WHAT TO WORK ON:
Could you return every line of the records below that contains the word "icon"?

DATA RECORDS:
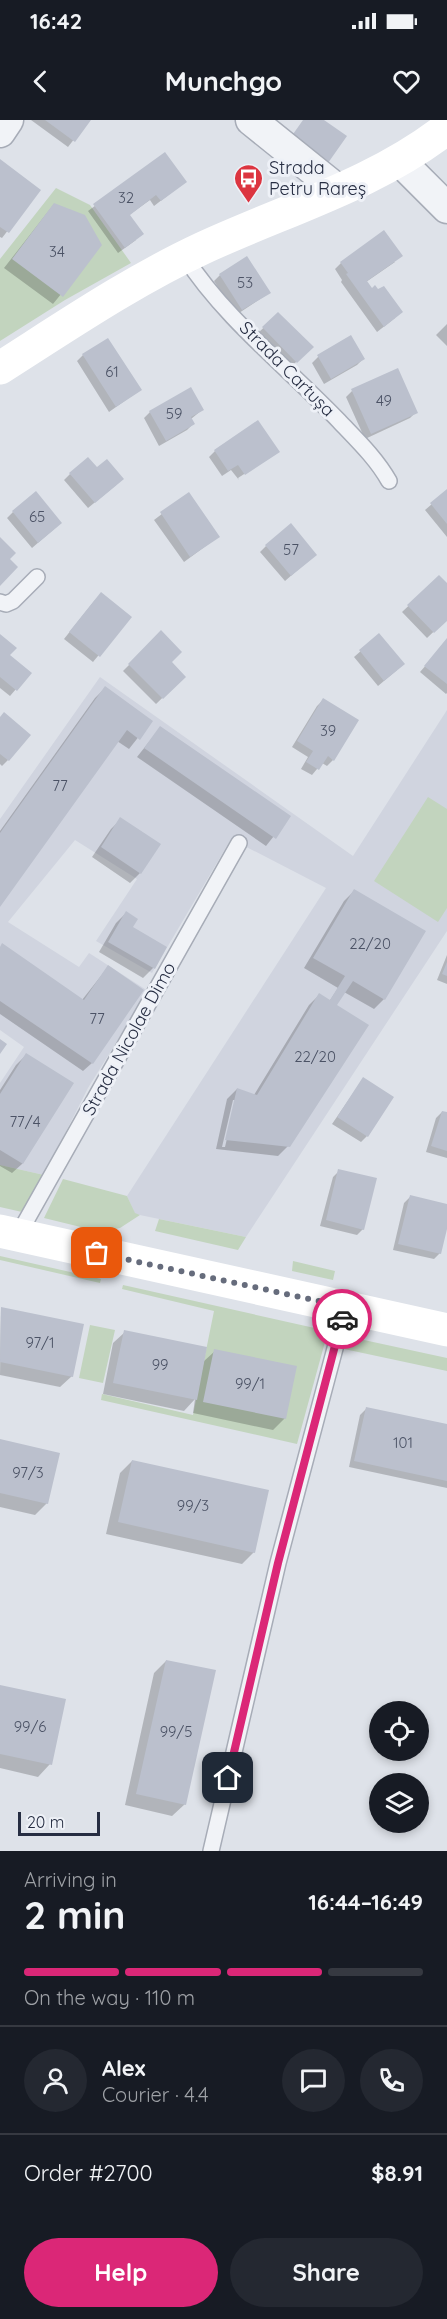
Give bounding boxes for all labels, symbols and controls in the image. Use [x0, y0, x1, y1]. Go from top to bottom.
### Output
text: 16:42 [30, 7, 82, 35]
text: Munchgo [165, 64, 282, 98]
icon: back [24, 65, 57, 98]
icon: heart [390, 65, 423, 98]
place label: Strada Petru Rareș [269, 156, 366, 200]
bus stop icon: Strada Petru Rareș [232, 162, 264, 204]
house number: 32 [118, 188, 134, 207]
house number: 34 [49, 242, 65, 261]
house number: 53 [237, 273, 253, 292]
street label: Strada Cartușa [235, 316, 340, 421]
house number: 61 [105, 362, 119, 381]
house number: 49 [376, 391, 392, 410]
house number: 59 [166, 404, 182, 423]
house number: 65 [29, 507, 45, 526]
house number: 57 [283, 540, 299, 559]
house number: 39 [320, 721, 336, 740]
house number: 77 [52, 776, 68, 795]
house number: 22/20 [349, 934, 391, 953]
street label: Strada Nicolae Dimo [77, 958, 180, 1120]
house number: 77 [89, 1009, 105, 1028]
house number: 22/20 [294, 1047, 336, 1066]
house number: 77/4 [9, 1112, 41, 1131]
pin [71, 1227, 122, 1278]
icon: bag [80, 1236, 113, 1269]
courier [312, 1289, 372, 1349]
icon: car [326, 1303, 359, 1336]
house number: 97/1 [26, 1333, 55, 1352]
house number: 99 [152, 1355, 168, 1374]
house number: 99/1 [235, 1374, 265, 1393]
house number: 101 [393, 1433, 413, 1452]
house number: 97/3 [12, 1463, 44, 1482]
house number: 99/3 [177, 1496, 209, 1515]
map controls [369, 1701, 429, 1833]
button: locate [369, 1701, 429, 1761]
house number: 99/6 [14, 1717, 46, 1736]
house number: 99/5 [160, 1722, 192, 1741]
pin [202, 1752, 253, 1803]
icon: home [211, 1761, 244, 1794]
button: layers [369, 1773, 429, 1833]
scale bar [18, 1809, 100, 1836]
text: 20 m [27, 1812, 64, 1832]
text: Arriving in [24, 1867, 117, 1892]
text: 16:44–16:49 [308, 1888, 423, 1916]
text: 2 min [24, 1890, 126, 1939]
text: On the way · 110 m [24, 1985, 195, 2010]
button: person [24, 2049, 87, 2112]
button: chat [282, 2049, 345, 2112]
button: phone [360, 2049, 423, 2112]
text: Alex [102, 2054, 145, 2082]
text: Courier · 4.4 [102, 2082, 208, 2107]
text: Order #2700 [24, 2159, 153, 2187]
text: $8.91 [371, 2159, 423, 2187]
button: Help [24, 2238, 218, 2307]
button: Share [230, 2238, 423, 2307]

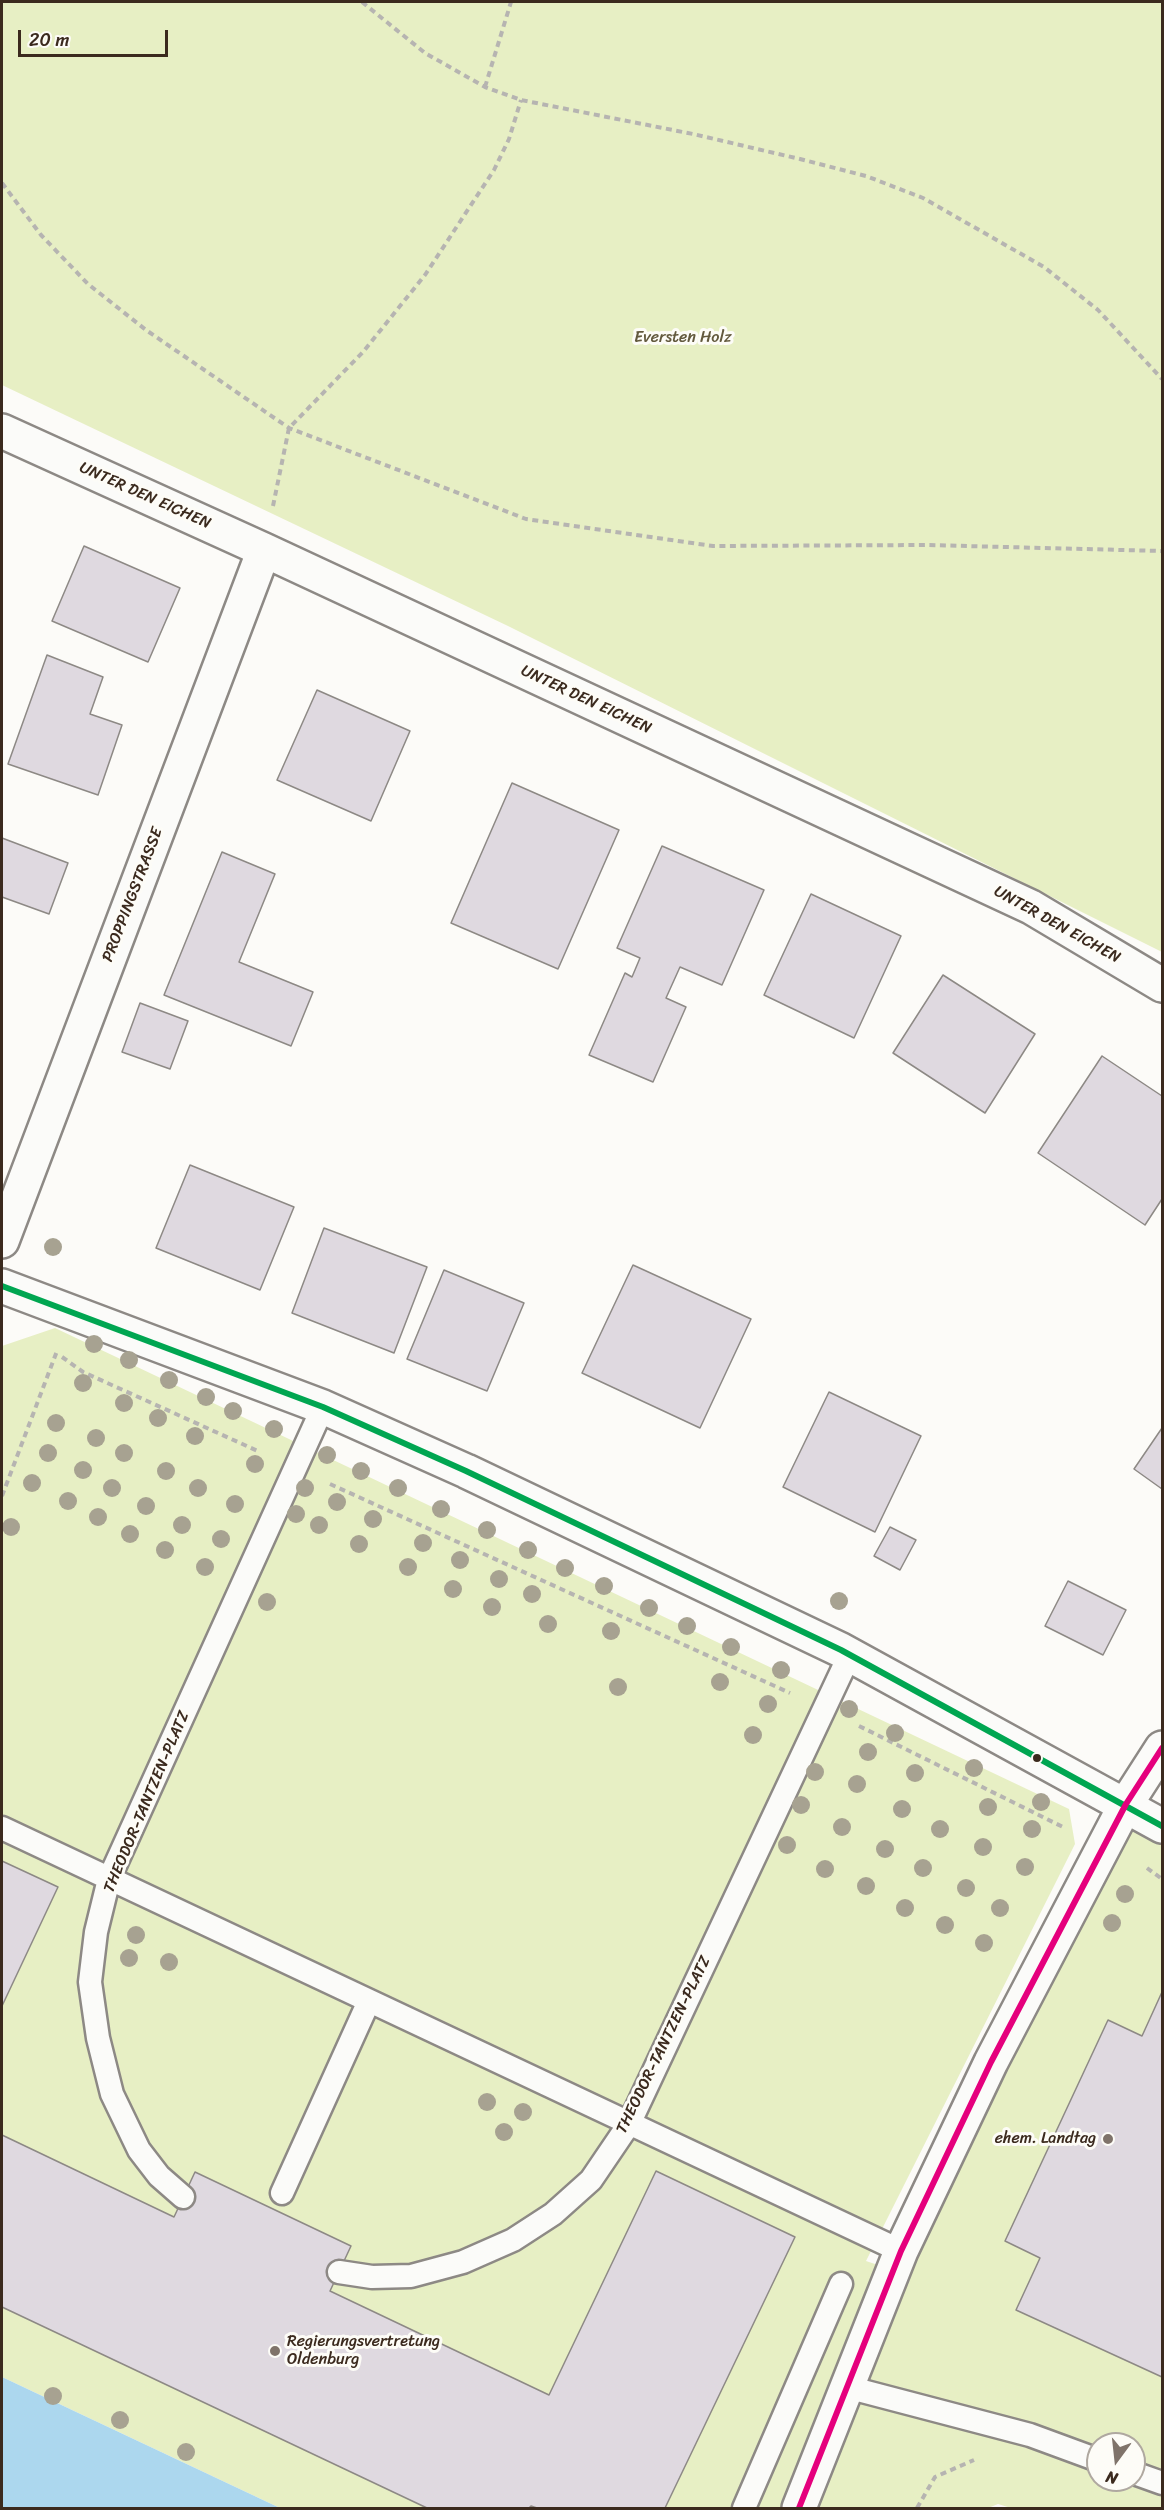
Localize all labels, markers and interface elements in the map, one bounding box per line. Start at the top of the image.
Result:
scale bar [21,18,171,56]
text: 20 m [29,24,69,56]
park label: Eversten Holz [634,328,732,348]
street label: UNTER DEN EICHEN [76,458,214,534]
street label: UNTER DEN EICHEN [518,661,654,739]
street label: PROPPINGSTRASSE [99,825,167,965]
street label: UNTER DEN EICHEN [990,882,1124,968]
street label: THEODOR-TANTZEN-PLATZ [100,1708,194,1896]
unlabelled marker [1031,1752,1043,1764]
street label: THEODOR-TANTZEN-PLATZ [613,1953,715,2137]
place label: ehem. Landtag [995,2129,1096,2149]
marker: ehem. Landtag [1101,2132,1115,2146]
place label: Regierungsvertretung Oldenburg [287,2332,440,2370]
marker: Regierungsvertretung Oldenburg [268,2344,282,2358]
north arrow [1086,2432,1146,2492]
text: N [1103,2462,1121,2493]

ANSWER TO THE PROBLEM:
icon: back [24, 65, 57, 98]
icon: heart [390, 65, 423, 98]
bus stop icon: Strada Petru Rareș [232, 162, 264, 204]
icon: bag [80, 1236, 113, 1269]
icon: car [326, 1303, 359, 1336]
icon: home [211, 1761, 244, 1794]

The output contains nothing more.